[Stored data]
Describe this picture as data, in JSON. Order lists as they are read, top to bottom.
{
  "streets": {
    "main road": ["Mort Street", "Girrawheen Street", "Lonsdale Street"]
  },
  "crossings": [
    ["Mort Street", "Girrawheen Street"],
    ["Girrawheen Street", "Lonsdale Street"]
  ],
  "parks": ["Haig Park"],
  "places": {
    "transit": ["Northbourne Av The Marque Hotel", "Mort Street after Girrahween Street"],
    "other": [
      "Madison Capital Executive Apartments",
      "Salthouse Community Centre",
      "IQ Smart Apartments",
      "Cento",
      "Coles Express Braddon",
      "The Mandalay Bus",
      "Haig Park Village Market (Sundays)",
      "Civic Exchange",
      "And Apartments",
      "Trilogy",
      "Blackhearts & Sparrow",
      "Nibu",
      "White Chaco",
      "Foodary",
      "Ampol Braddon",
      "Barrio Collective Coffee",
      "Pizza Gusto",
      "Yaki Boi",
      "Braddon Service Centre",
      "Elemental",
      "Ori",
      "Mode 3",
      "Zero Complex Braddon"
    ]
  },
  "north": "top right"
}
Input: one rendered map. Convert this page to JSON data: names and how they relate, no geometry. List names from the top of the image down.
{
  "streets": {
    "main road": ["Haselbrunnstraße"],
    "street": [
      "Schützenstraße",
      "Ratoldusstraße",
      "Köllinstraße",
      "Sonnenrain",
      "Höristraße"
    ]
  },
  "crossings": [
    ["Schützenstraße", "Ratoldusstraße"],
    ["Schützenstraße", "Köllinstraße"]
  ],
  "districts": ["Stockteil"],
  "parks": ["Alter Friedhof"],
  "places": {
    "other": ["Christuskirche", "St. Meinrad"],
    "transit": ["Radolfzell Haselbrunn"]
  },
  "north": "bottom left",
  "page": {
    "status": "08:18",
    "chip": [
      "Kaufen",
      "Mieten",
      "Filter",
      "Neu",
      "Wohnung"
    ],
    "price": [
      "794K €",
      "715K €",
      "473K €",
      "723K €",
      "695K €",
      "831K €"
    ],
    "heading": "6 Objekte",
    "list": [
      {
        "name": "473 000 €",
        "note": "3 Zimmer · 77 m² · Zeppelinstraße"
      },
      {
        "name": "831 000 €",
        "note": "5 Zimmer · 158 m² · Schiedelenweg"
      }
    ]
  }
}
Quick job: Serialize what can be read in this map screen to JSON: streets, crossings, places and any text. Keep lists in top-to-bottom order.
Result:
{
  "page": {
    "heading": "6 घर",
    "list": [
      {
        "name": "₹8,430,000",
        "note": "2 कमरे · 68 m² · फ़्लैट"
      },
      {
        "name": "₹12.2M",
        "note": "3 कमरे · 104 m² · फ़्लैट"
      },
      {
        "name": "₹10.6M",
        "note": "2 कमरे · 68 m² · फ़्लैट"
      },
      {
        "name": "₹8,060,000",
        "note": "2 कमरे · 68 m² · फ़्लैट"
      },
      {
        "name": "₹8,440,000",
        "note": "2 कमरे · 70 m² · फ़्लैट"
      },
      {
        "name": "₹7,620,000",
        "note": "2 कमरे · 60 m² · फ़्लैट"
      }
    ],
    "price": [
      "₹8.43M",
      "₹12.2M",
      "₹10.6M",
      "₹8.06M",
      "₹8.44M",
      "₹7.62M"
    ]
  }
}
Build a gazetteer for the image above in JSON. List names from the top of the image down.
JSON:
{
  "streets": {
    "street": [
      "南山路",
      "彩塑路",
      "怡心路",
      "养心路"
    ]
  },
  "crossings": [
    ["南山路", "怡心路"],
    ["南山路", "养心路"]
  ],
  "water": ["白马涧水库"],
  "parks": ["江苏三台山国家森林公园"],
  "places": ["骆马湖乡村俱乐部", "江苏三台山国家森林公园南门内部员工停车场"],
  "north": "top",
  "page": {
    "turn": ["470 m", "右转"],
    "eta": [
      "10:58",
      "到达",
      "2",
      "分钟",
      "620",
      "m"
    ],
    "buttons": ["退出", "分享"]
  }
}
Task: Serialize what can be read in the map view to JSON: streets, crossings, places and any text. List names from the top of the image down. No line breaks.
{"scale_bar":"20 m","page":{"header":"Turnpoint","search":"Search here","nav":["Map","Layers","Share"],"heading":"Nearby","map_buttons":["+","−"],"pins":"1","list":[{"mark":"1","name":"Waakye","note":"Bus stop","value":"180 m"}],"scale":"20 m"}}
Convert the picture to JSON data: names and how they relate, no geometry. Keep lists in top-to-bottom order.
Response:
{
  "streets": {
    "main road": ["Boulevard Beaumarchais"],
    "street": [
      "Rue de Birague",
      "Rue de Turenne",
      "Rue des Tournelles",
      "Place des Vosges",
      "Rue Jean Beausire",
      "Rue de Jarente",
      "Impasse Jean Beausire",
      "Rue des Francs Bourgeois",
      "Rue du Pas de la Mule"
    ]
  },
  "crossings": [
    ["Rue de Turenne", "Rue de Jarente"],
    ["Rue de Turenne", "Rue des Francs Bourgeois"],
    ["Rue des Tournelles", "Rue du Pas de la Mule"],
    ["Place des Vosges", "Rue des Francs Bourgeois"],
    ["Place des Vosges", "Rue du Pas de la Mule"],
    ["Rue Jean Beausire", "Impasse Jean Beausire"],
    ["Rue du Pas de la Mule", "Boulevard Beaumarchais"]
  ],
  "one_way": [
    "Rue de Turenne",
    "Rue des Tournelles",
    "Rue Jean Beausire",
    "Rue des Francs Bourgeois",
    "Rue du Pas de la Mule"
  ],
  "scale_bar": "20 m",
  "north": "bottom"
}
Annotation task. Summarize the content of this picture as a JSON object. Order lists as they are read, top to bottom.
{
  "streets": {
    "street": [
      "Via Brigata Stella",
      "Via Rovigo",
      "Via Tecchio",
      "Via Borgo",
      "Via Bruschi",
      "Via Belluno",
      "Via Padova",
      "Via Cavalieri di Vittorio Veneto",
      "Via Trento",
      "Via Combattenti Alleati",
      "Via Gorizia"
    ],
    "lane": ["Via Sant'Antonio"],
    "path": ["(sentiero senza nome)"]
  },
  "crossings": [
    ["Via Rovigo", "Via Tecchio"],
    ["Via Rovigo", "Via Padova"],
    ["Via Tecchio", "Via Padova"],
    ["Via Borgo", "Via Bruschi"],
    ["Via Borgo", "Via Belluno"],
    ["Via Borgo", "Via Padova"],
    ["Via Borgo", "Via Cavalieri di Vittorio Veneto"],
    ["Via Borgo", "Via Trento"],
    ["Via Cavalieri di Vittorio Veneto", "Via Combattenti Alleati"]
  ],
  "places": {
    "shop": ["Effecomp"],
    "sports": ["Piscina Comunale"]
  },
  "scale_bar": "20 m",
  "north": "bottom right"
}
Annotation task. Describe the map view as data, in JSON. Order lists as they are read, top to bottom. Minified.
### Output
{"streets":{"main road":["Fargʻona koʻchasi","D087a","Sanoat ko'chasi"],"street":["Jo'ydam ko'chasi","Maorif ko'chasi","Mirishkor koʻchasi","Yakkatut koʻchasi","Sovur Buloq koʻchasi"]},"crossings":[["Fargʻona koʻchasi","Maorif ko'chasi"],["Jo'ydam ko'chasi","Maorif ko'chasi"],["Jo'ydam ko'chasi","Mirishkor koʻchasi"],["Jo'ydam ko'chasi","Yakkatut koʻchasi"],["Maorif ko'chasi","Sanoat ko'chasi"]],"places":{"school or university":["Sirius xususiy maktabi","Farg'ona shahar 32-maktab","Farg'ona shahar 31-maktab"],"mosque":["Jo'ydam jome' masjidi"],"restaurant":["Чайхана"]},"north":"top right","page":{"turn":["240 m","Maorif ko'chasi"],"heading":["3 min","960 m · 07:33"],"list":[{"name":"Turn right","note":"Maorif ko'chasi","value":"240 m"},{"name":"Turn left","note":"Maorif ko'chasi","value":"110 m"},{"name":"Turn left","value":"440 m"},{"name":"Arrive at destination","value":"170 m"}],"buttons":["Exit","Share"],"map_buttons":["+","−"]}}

- **PROBLEM DESCRIPTION**
Go through the entries and copy every line with "Lonsdale".

- **THE COMPLETED TASK**
    "main road": ["Mort Street", "Girrawheen Street", "Lonsdale Street"]
    ["Girrawheen Street", "Lonsdale Street"]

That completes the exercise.